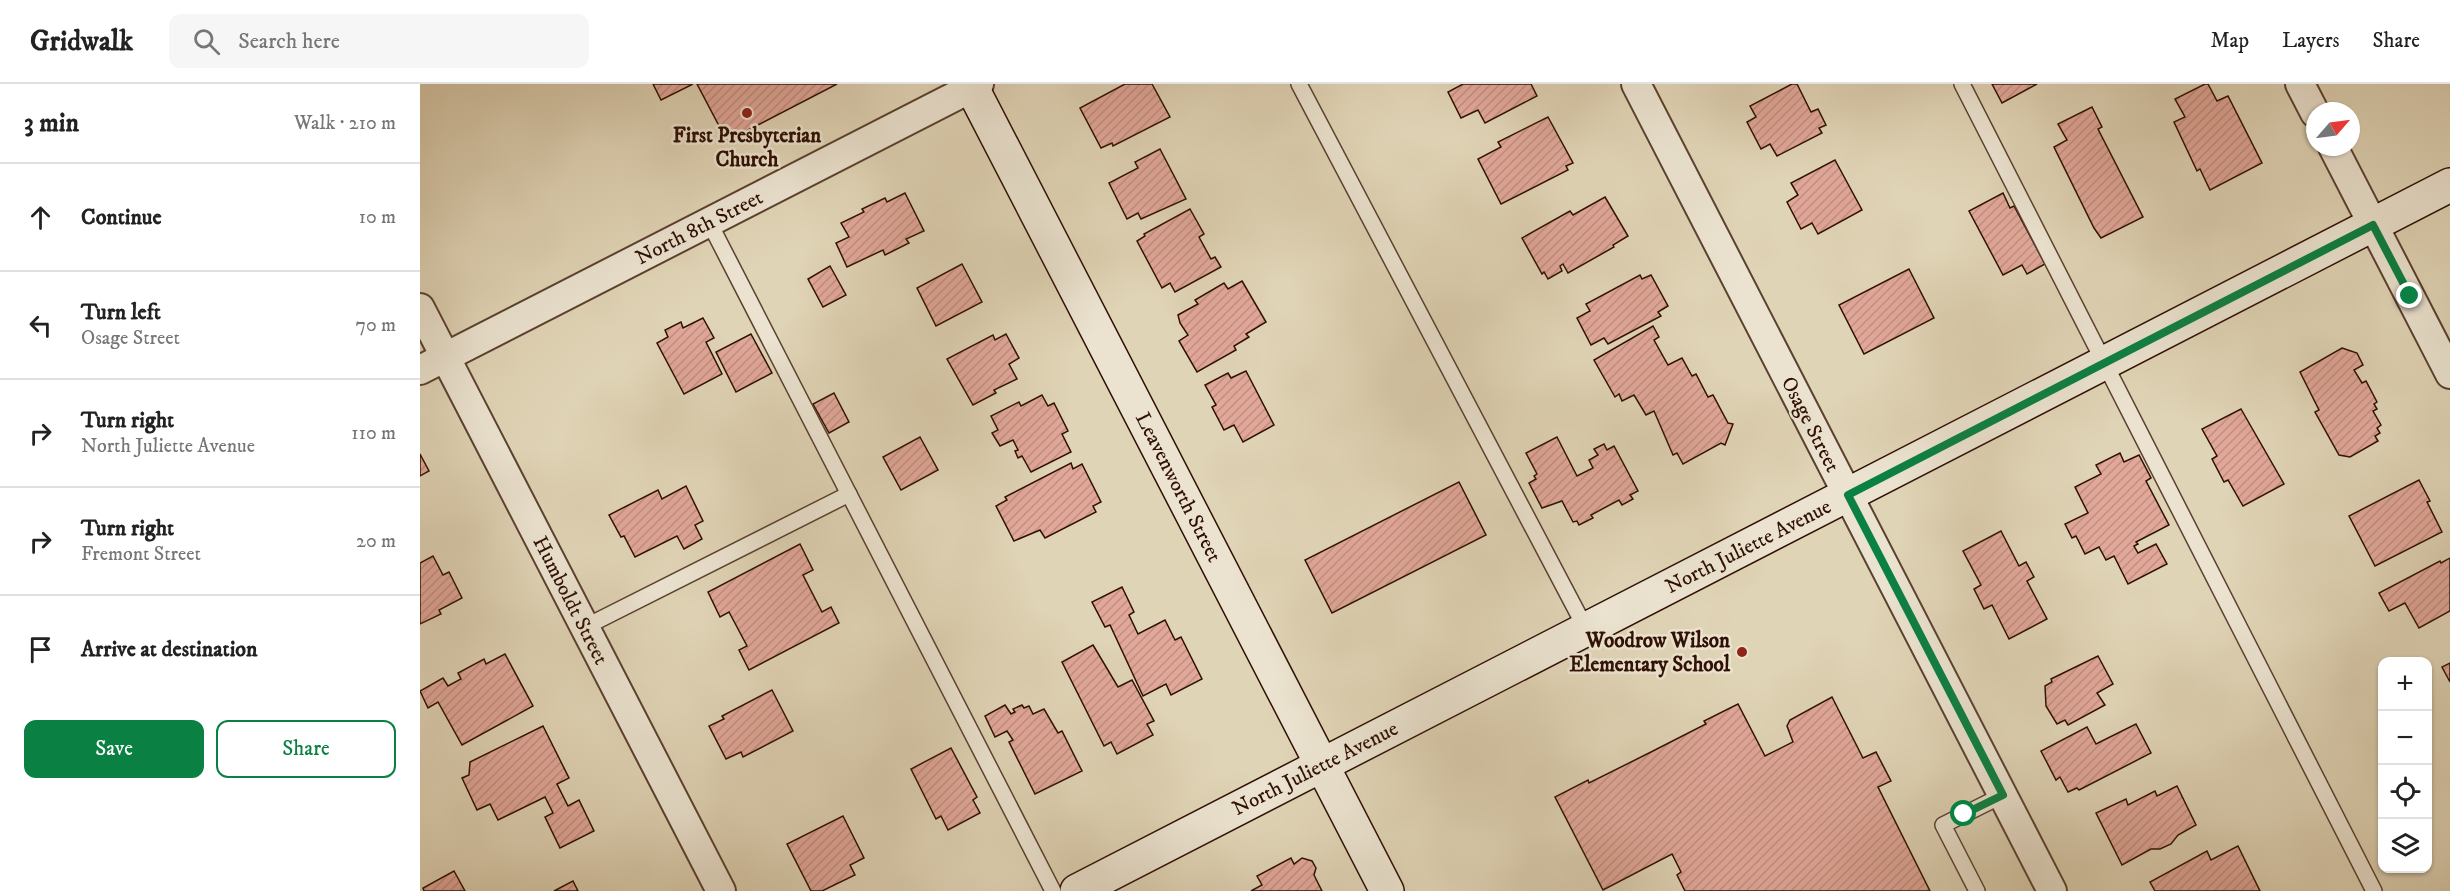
<!DOCTYPE html>
<meta charset="utf-8">
<style>
:root{--surface:#fff;--page:#f6f6f6;--text:#222;--muted:#767676;--line:#e0e0e0;--accent:#0b8043}
body{margin:0;font-family:"IM FELL DW Pica",serif;background:var(--page);color:var(--text)}
.controls{position:absolute;right:18px;bottom:18px;display:grid;overflow:hidden;border-radius:12px;box-shadow:0 2px 4px #0004}
.controls button{width:54px;height:54px;display:grid;place-items:center;padding:0;border:0;border-bottom:2px solid var(--line);background:var(--surface);color:var(--text);font:30px sans-serif}
.compass{position:absolute;left:1886px;top:18px;width:54px;height:54px;border-radius:50%;background:var(--surface);box-shadow:0 2px 4px #0004;rotate:62deg}
.stop{position:absolute;width:18px;height:18px;margin:-14px;border:4px solid #0b8043;border-radius:50%;background:#fff}
.stop.end{background:#0b8043;border-color:#fff;box-shadow:0 2px 6px #0008}
.list{margin:0;padding:0;list-style:none}
h2{display:flex;justify-content:space-between;align-items:center;height:78px;margin:0;padding:0 24px;font-size:26px}
h2 small{font-size:20px;font-weight:400;color:var(--muted)}
.list li{display:grid;grid-template-columns:39px 1fr auto;gap:18px;align-items:center;box-sizing:border-box;height:108px;padding:0 24px;border-top:2px solid var(--line)}
.list b{display:block;font-size:22px;white-space:nowrap}
.list p{margin:0;font-size:20px;white-space:nowrap;color:var(--muted)}
.list em{font-size:20px;font-style:normal;color:var(--muted)}
.actions{display:flex;gap:12px;padding:18px 24px}
.actions a{flex:1;padding:14px 0;border:2px solid var(--accent);border-radius:12px;text-align:center;font-size:21px;color:var(--accent)}
.actions .main{background:var(--accent);color:#fff}
.icon{flex:none;width:33px;height:33px;fill:none;stroke:currentColor;stroke-width:2;stroke-linecap:round;stroke-linejoin:round}
.map{position:relative;flex:none;width:2030px;height:807px;overflow:hidden}
header{display:flex;align-items:center;gap:36px;box-sizing:border-box;height:84px;padding:0 30px;background:var(--surface);border-bottom:2px solid var(--line)}
header strong{font-size:28px}
nav{display:flex;gap:33px;margin-inline-start:auto;font-size:21px}
.search{width:420px;height:54px;background:var(--page);display:flex;align-items:center;gap:15px;box-sizing:border-box;padding:0 21px;border-radius:12px;color:var(--muted);font-size:22px}
main{display:flex}
aside{flex:1;background:var(--surface)}
.map>svg:first-child{display:block}
.building{fill:url(#building-hatch);stroke:#2f1003;stroke-width:1.5}
.lines{fill:none;stroke-linecap:round;stroke-linejoin:round}
.lane-casing{stroke:#5b4130;stroke-width:18}
.street-casing{stroke:#5b4130;stroke-width:32}
.secondary-casing{stroke:#2f1003;stroke-width:36}
.lane{stroke:#ebe3d0;stroke-width:15}
.street{stroke:#ebe3d0;stroke-width:28}
.secondary{stroke:#ebe3d0;stroke-width:33}
.route{stroke:#0b8043;stroke-width:8}
.poi-dot{fill:#8f2418;stroke:#ebe3d0;stroke-width:2}
.labels{text-anchor:middle;stroke-width:5;stroke-linejoin:round;paint-order:stroke}
.poi-label{font-size:21px;font-weight:bold;fill:#2f1003;stroke:#ebe3d0}
.street-label{font-size:21px;fill:#2f1003;stroke:#ebe3d0}
</style>
<header>
<strong>Gridwalk</strong>
<div class="search"><svg class="icon" aria-label="search" viewBox="0 0 24 24"><circle cx="10" cy="10" r="6"/><path d="M15 15l6 6"/></svg>Search here</div>
<nav><a>Map</a><a>Layers</a><a>Share</a></nav>
</header>
<main>
<aside>
<h2>3 min<small>Walk · 210 m</small></h2>
<ul class="list">
<li><svg class="icon" aria-label="ahead" viewBox="0 0 24 24"><path d="M12 20V5M6 11l6-6 6 6"/></svg><div><b>Continue</b></div><em>10 m</em></li>
<li><svg class="icon" aria-label="left" viewBox="0 0 24 24"><path d="M17 20v-9H6M10 6l-5 5 5 5"/></svg><div><b>Turn left</b><p>Osage Street</p></div><em>70 m</em></li>
<li><svg class="icon" aria-label="right" viewBox="0 0 24 24"><path d="M7 20v-9h11M14 6l5 5-5 5"/></svg><div><b>Turn right</b><p>North Juliette Avenue</p></div><em>110 m</em></li>
<li><svg class="icon" aria-label="right" viewBox="0 0 24 24"><path d="M7 20v-9h11M14 6l5 5-5 5"/></svg><div><b>Turn right</b><p>Fremont Street</p></div><em>20 m</em></li>
<li><svg class="icon" aria-label="arrive" viewBox="0 0 24 24"><path d="M6 21V4h12l-3 4 3 4H6"/></svg><div><b>Arrive at destination</b></div></li>
</ul>
<div class="actions"><a class="main">Save</a><a>Share</a></div>
</aside>
<div class="map">
<svg width="2030" height="807" viewBox="0 0 2030 807">
<defs>
<pattern id="building-hatch" width="6" height="6" patternUnits="userSpaceOnUse" patternTransform="scale(1.5)"><rect width="6" height="6" fill="#e1a799"/><path d="M-1 1l2-2M0 6l6-6M5 7l2-2" fill="none" stroke="#c18f82"/></pattern>
</defs>
<rect width="100%" height="100%" fill="#e0d4b6"/>
<filter id="stains"><feTurbulence type="fractalNoise" baseFrequency=".00333" numOctaves="4"/><feColorMatrix values="0 0 0 0 .2 0 0 0 0 .09 0 0 0 0 .02 0 0 0 .5 -.17"/></filter>
<radialGradient id="worn" r=".72"><stop offset=".6" stop-color="#630" stop-opacity="0"/><stop offset="1" stop-color="#630" stop-opacity=".3"/></radialGradient>
<g class="building">
<path d="M233,0H273L241,16Z"/>
<path d="M277,0H417L307,57Z"/>
<path d="M705,0H732L750,33L693,62L692,59L681,64L660,24Z"/>
<path d="M1043,0H1111L1117,12L1065,39L1058,26L1041,34L1028,8Z"/>
<path d="M1372,0H1377L1391,28L1398,25L1406,41L1399,44L1402,49L1357,72L1350,60L1341,65L1327,38L1336,33L1330,22Z"/>
<path d="M1572,0H1617L1582,19Z"/>
<path d="M1785,0H1788L1797,17L1808,12L1842,79L1790,106L1780,85L1777,87L1754,38L1765,33L1755,15Z"/>
<path d="M1672,23L1682,43L1678,45L1723,133L1681,154L1674,144L1634,63L1647,56L1638,40Z"/>
<path d="M1128,33L1153,79L1146,82L1148,86L1081,120L1058,75L1081,63L1078,58Z"/>
<path d="M740,65L766,115L721,135L718,129L707,135L689,99L718,84L715,78Z"/>
<path d="M1415,76L1442,126L1398,150L1392,139L1381,145L1367,118L1378,111L1371,99Z"/>
<path d="M485,109L504,147L486,155L489,159L465,171L463,166L427,183L416,159L429,153L421,139L444,128L442,125L465,114L467,118Z"/>
<path d="M1583,109L1590,124L1594,122L1625,180L1607,190L1602,181L1583,191L1549,127Z"/>
<path d="M1185,113L1208,152L1193,161L1194,163L1148,189L1143,180L1140,182L1142,187L1128,195L1124,188L1122,190L1102,154L1150,127L1153,131Z"/>
<path d="M770,125L784,150L779,153L791,175L795,173L801,183L755,208L750,199L742,204L717,157L725,152L724,150Z"/>
<path d="M542,180L562,218L516,242L497,204Z"/>
<path d="M410,182L426,211L403,223L388,195Z"/>
<path d="M1489,185L1514,234L1444,270L1419,221Z"/>
<path d="M1220,191L1222,195L1231,191L1248,222L1238,228L1241,232L1188,260L1184,254L1171,261L1157,234L1170,227L1166,220Z"/>
<path d="M822,197L846,238L826,250L829,253L814,262L816,266L777,288L759,257L768,251L760,239L758,231L778,220L775,216L804,199L808,205Z"/>
<path d="M283,234L294,254L286,258L302,290L264,310L237,259L248,253L245,246L261,238L263,244Z"/>
<path d="M1233,242L1239,253L1234,256L1248,281L1262,274L1272,292L1276,290L1288,313L1293,311L1308,339L1313,340L1305,361L1301,359L1263,380L1257,369L1253,371L1234,327L1226,331L1214,311L1202,317L1199,310L1195,313L1174,276Z"/>
<path d="M331,250L352,289L316,308L296,268Z"/>
<path d="M586,250L599,274L589,280L597,295L574,306L576,309L553,321L527,275L573,251L575,256Z"/>
<path d="M1922,264L1937,269L1943,281L1934,286L1942,299L1946,297L1957,318L1954,320L1957,325L1953,327L1961,341L1957,344L1960,349L1955,352L1958,357L1930,373L1919,371L1895,328L1899,326L1880,288Z"/>
<path d="M826,287L854,341L823,358L814,341L804,346L792,323L796,321L785,301L808,289L811,294Z"/>
<path d="M414,309L429,338L409,349L393,320Z"/>
<path d="M622,311L628,322L634,319L648,347L642,350L651,368L611,388L602,372L598,374L595,367L598,366L593,356L580,362L572,349L578,346L571,332L599,318L601,322Z"/>
<path d="M1821,325L1864,400L1823,422L1808,396L1804,398L1792,375L1797,372L1782,345Z"/>
<path d="M500,353L518,386L481,406L463,373Z"/>
<path d="M1137,353L1157,392L1173,384L1169,376L1178,371L1174,365L1184,360L1187,366L1194,362L1218,407L1210,411L1213,415L1202,421L1199,416L1171,431L1173,434L1159,441L1157,437L1153,438L1142,417L1122,424L1109,399L1116,395L1114,392L1117,390L1106,369Z"/>
<path d="M1700,369L1704,378L1719,371L1731,394L1726,397L1749,441L1716,458L1718,460L1714,462L1718,469L1736,460L1747,480L1708,500L1694,472L1686,476L1679,463L1665,470L1656,452L1652,454L1645,440L1668,429L1655,403L1681,390L1676,381Z"/>
<path d="M0,370L9,387L0,392Z"/>
<path d="M651,379L653,385L662,380L681,418L673,422L676,428L625,454L620,446L594,457L576,422L587,416L585,413Z"/>
<path d="M1999,396L2010,417L2007,418L2022,448L1955,482L1929,432Z"/>
<path d="M1039,398L1066,451L912,529L885,476Z"/>
<path d="M266,402L283,437L275,441L282,455L264,465L257,452L215,473L204,452L201,453L189,431L238,406L242,415Z"/>
<path d="M1581,447L1599,482L1606,478L1614,493L1607,497L1627,535L1589,555L1572,521L1564,525L1554,505L1561,501L1543,467Z"/>
<path d="M380,460L393,486L383,491L402,528L411,523L419,539L329,586L319,566L327,562L309,528L300,533L288,508Z"/>
<path d="M13,472L23,491L29,488L42,514L19,526L21,530L0,540V479Z"/>
<path d="M2030,474V527L1999,544L1985,519L1969,527L1959,509L2020,477L2021,479Z"/>
<path d="M702,503L714,528L709,531L718,550L745,536L755,556L761,553L782,595L751,611L746,600L723,612L690,541L685,543L672,518Z"/>
<path d="M673,561L698,603L712,596L734,637L727,640L733,651L697,670L691,658L684,662L642,578Z"/>
<path d="M85,570L113,622L42,661L18,618L8,624L0,607L23,594L28,602L41,595L38,589L64,575L66,580Z"/>
<path d="M1678,572L1693,600L1677,609L1685,621L1648,641L1645,636L1637,640L1626,622L1625,602L1632,598L1631,595Z"/>
<path d="M2030,579V598L2022,583Z"/>
<path d="M352,606L373,647L323,673L321,668L306,675L289,642L304,635L302,632Z"/>
<path d="M1412,613L1443,674L1456,668L1471,697L1458,703L1510,807H1265L1257,791L1261,788L1252,770L1183,806L1135,713L1168,696L1169,699L1231,668L1286,640L1284,637L1318,620L1345,672L1373,658L1367,642L1370,636Z"/>
<path d="M585,621L591,630L595,628L593,625L602,621L604,624L609,622L613,630L624,625L638,649L642,647L662,687L615,710L589,658L593,656L587,647L575,653L565,632Z"/>
<path d="M1716,640L1731,669L1659,706L1657,704L1648,708L1640,693L1636,696L1621,667L1667,643L1676,660Z"/>
<path d="M123,642L149,694L137,700L148,722L159,716L174,747L140,764L125,733L133,729L125,713L78,736L70,720L57,726L42,694L49,691L50,678Z"/>
<path d="M531,664L557,713L553,716L560,729L528,746L521,732L516,735L491,685Z"/>
<path d="M1757,702L1776,741L1758,751L1751,760L1740,765H1731L1702,781L1676,729L1706,715L1708,721L1735,707L1737,712Z"/>
<path d="M423,732L444,774L430,781L435,791L402,807H391L367,760Z"/>
<path d="M1818,762L1840,807H1735L1730,798L1787,767L1791,776Z"/>
<path d="M871,774L874,780L882,774L892,777L896,784L894,791L902,807H831L842,801L837,792Z"/>
<path d="M34,787L45,807H4L3,804Z"/>
<path d="M153,797L158,807H134Z"/>
</g>
<g class="lines">
<g class="lane-casing">
<g id="lane">
<path d="M879,0L1166,545"/>
<path d="M1542,0L1954,807"/>
<path d="M289,138L633,807"/>
<path d="M165,543L429,410"/>
<path d="M1557,807L1523,741L1583,711"/>
</g>
</g>
<g class="street-casing">
<g id="street">
<path d="M1216,0L1632,807"/>
<path d="M1880,0L1895,29"/>
<path d="M1913,63L2030,290"/>
<path d="M0,224L301,807"/>
<path d="M0,286L559,0"/>
</g>
</g>
<g class="secondary-casing">
<g id="secondary">
<path d="M550,0L967,807"/>
<path d="M657,807L2030,101"/>
</g>
</g>
<use href="#lane" class="lane"/>
<use href="#street" class="street"/>
<use href="#secondary" class="secondary"/>
</g>
<g class="lines">
<path class="route" d="M1544,730L1583,711L1428,411L1953,141L1990,212"/>
</g>
<g class="poi-dot">
<circle cx="327" cy="29" r="6"/>
<circle cx="1322" cy="568" r="6"/>
</g>
<g class="labels">
<g class="poi-label">
<text x="327" y="58">First Presbyterian<tspan x="327" dy="24">Church</tspan></text>
<text x="1310" y="563" text-anchor="end">Woodrow Wilson<tspan x="1310" dy="24">Elementary School</tspan></text>
</g>
<g class="street-label">
<text transform="translate(279 143) rotate(-27)" y="7">North 8th Street</text>
<text transform="translate(1391 340) rotate(63)" y="7">Osage Street</text>
<text transform="translate(759 403) rotate(63)" y="7">Leavenworth Street</text>
<text transform="translate(1328 462) rotate(-27)" y="7">North Juliette Avenue</text>
<text transform="translate(151 516) rotate(63)" y="7">Humboldt Street</text>
<text transform="translate(895 684) rotate(-27)" y="7">North Juliette Avenue</text>
</g>
</g>
<rect width="100%" height="100%" filter="url(#stains)"/>
<rect width="100%" height="100%" fill="url(#worn)"/>
</svg>
<div class="controls">
<button>+</button>
<button>−</button>
<button><svg class="icon" aria-label="locate" viewBox="0 0 24 24"><circle cx="12" cy="12" r="6"/><path d="M12 2v4M12 18v4M2 12h4M18 12h4"/></svg></button>
<button><svg class="icon" aria-label="layers" viewBox="0 0 24 24"><path d="M12 4l9 5-9 5-9-5zM3 14l9 5 9-5"/></svg></button>
</div>
<svg class="compass" viewBox="-18 -18 36 36"><path d="M0-13l5 13h-10z" fill="#e53935"/><path d="M0 13l5-13h-10z" fill="#767676"/></svg>
<div class="stop" style="left:1544px;top:730px"></div>
<div class="stop end" style="left:1990px;top:212px"></div>
</div>
</main>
····················
• **Aim of the exercise**
Exact copies of the lines from the one with "<button>−</button>" through the final line of the listing should be returned, and no other lines.

• **Expected answer**
<button>−</button>
<button><svg class="icon" aria-label="locate" viewBox="0 0 24 24"><circle cx="12" cy="12" r="6"/><path d="M12 2v4M12 18v4M2 12h4M18 12h4"/></svg></button>
<button><svg class="icon" aria-label="layers" viewBox="0 0 24 24"><path d="M12 4l9 5-9 5-9-5zM3 14l9 5 9-5"/></svg></button>
</div>
<svg class="compass" viewBox="-18 -18 36 36"><path d="M0-13l5 13h-10z" fill="#e53935"/><path d="M0 13l5-13h-10z" fill="#767676"/></svg>
<div class="stop" style="left:1544px;top:730px"></div>
<div class="stop end" style="left:1990px;top:212px"></div>
</div>
</main>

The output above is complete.